--- START ---
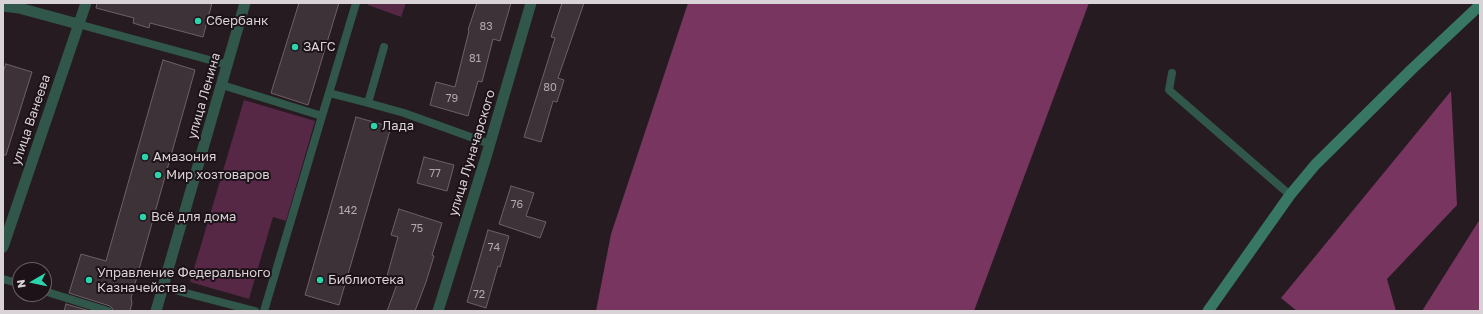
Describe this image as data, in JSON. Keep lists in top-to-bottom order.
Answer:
{
  "streets": {
    "street": ["улица Ленина", "улица Ванеева", "улица Луначарского"]
  },
  "places": [
    "Сбербанк",
    "ЗАГС",
    "Лада",
    "Амазония",
    "Мир хозтоваров",
    "Всё для дома",
    "Управление Федерального Казначейства",
    "Библиотека"
  ],
  "house_numbers": [
    "83",
    "81",
    "80",
    "79",
    "77",
    "76",
    "142",
    "75",
    "74",
    "72"
  ],
  "north": "left"
}
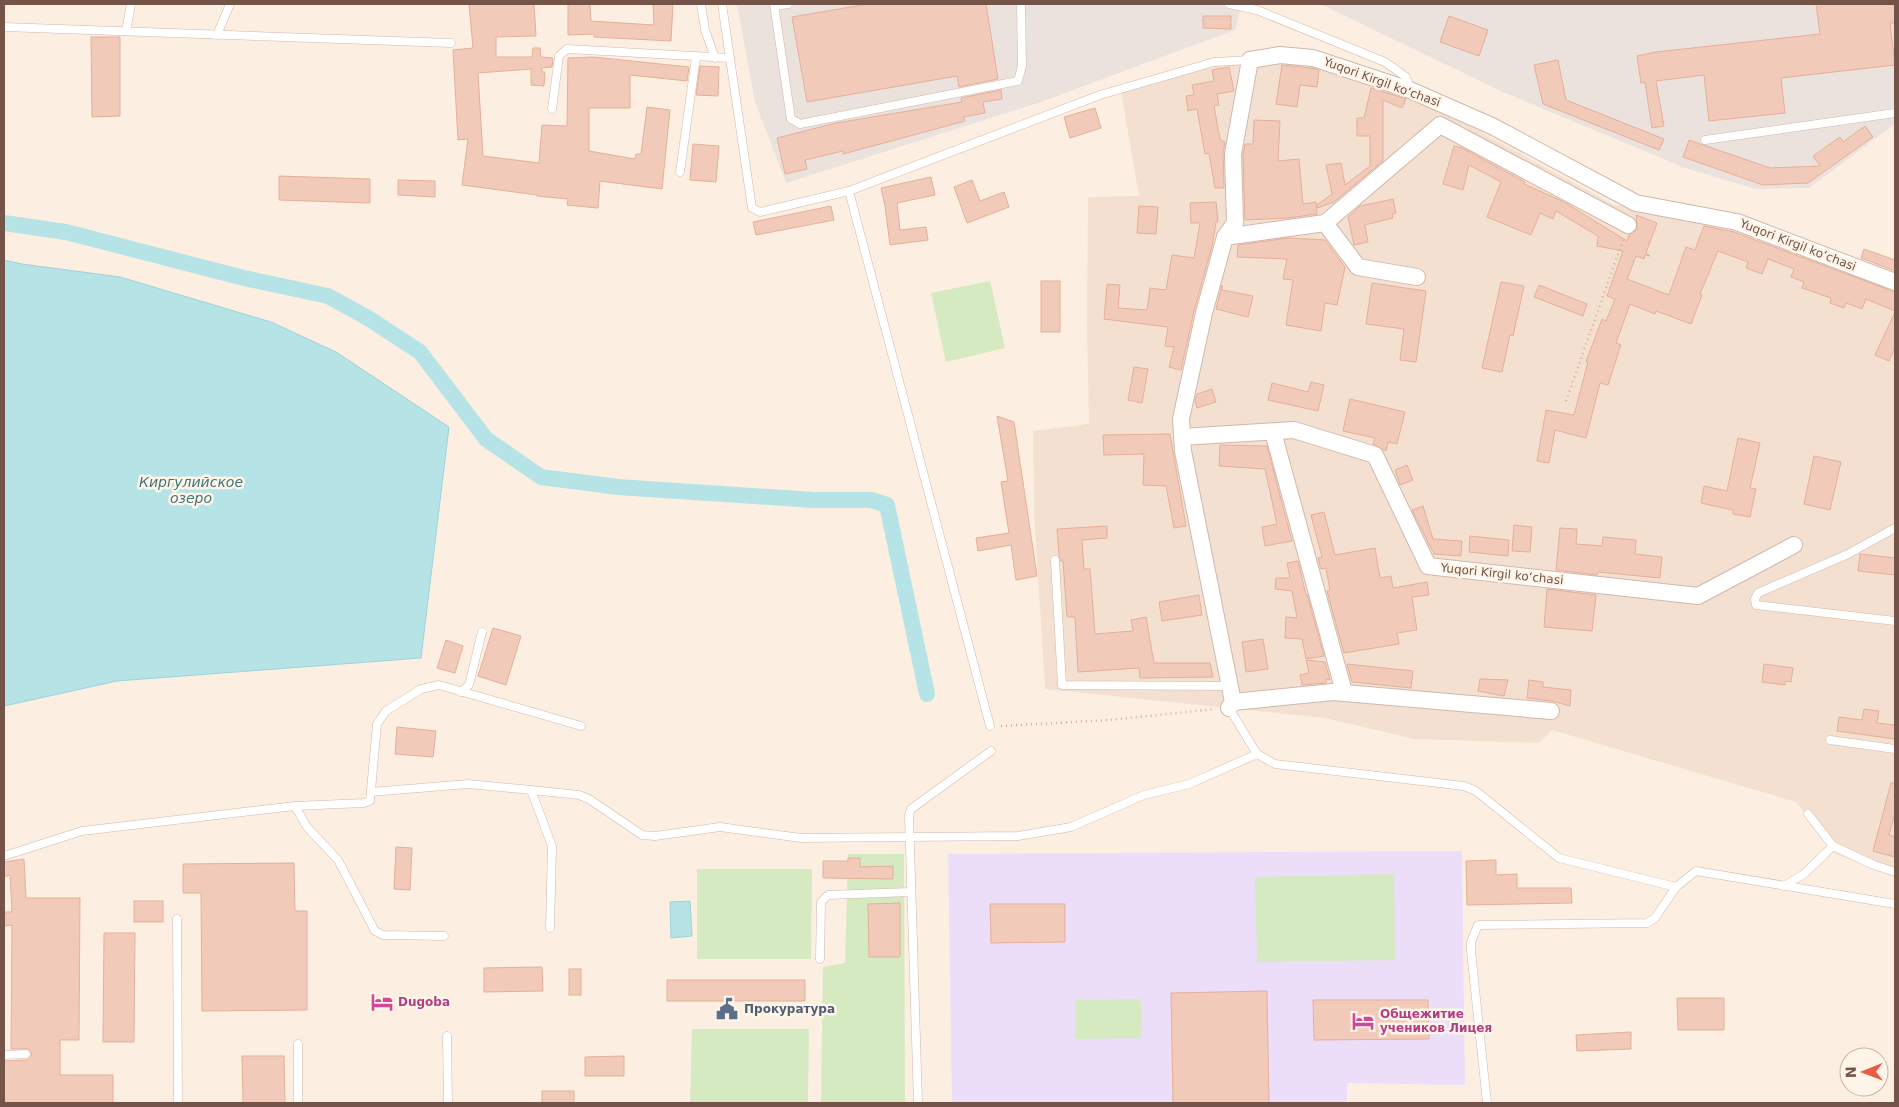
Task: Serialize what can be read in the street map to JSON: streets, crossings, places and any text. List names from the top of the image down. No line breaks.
--- END ---
Reproduce each entry verbatim, excluding any embedded images.

Describe this image as data, in JSON. Keep lists in top-to-bottom order.
Answer:
{
  "streets": {
    "street": ["улица Ленина", "улица Ванеева", "улица Луначарского"]
  },
  "places": [
    "Сбербанк",
    "ЗАГС",
    "Лада",
    "Амазония",
    "Мир хозтоваров",
    "Всё для дома",
    "Управление Федерального Казначейства",
    "Библиотека"
  ],
  "house_numbers": [
    "83",
    "81",
    "80",
    "79",
    "77",
    "76",
    "142",
    "75",
    "74",
    "72"
  ],
  "north": "left"
}
Task: Serialize what can be read in the street map to JSON: streets, crossings, places and any text. List names from the top of the image down. No line breaks.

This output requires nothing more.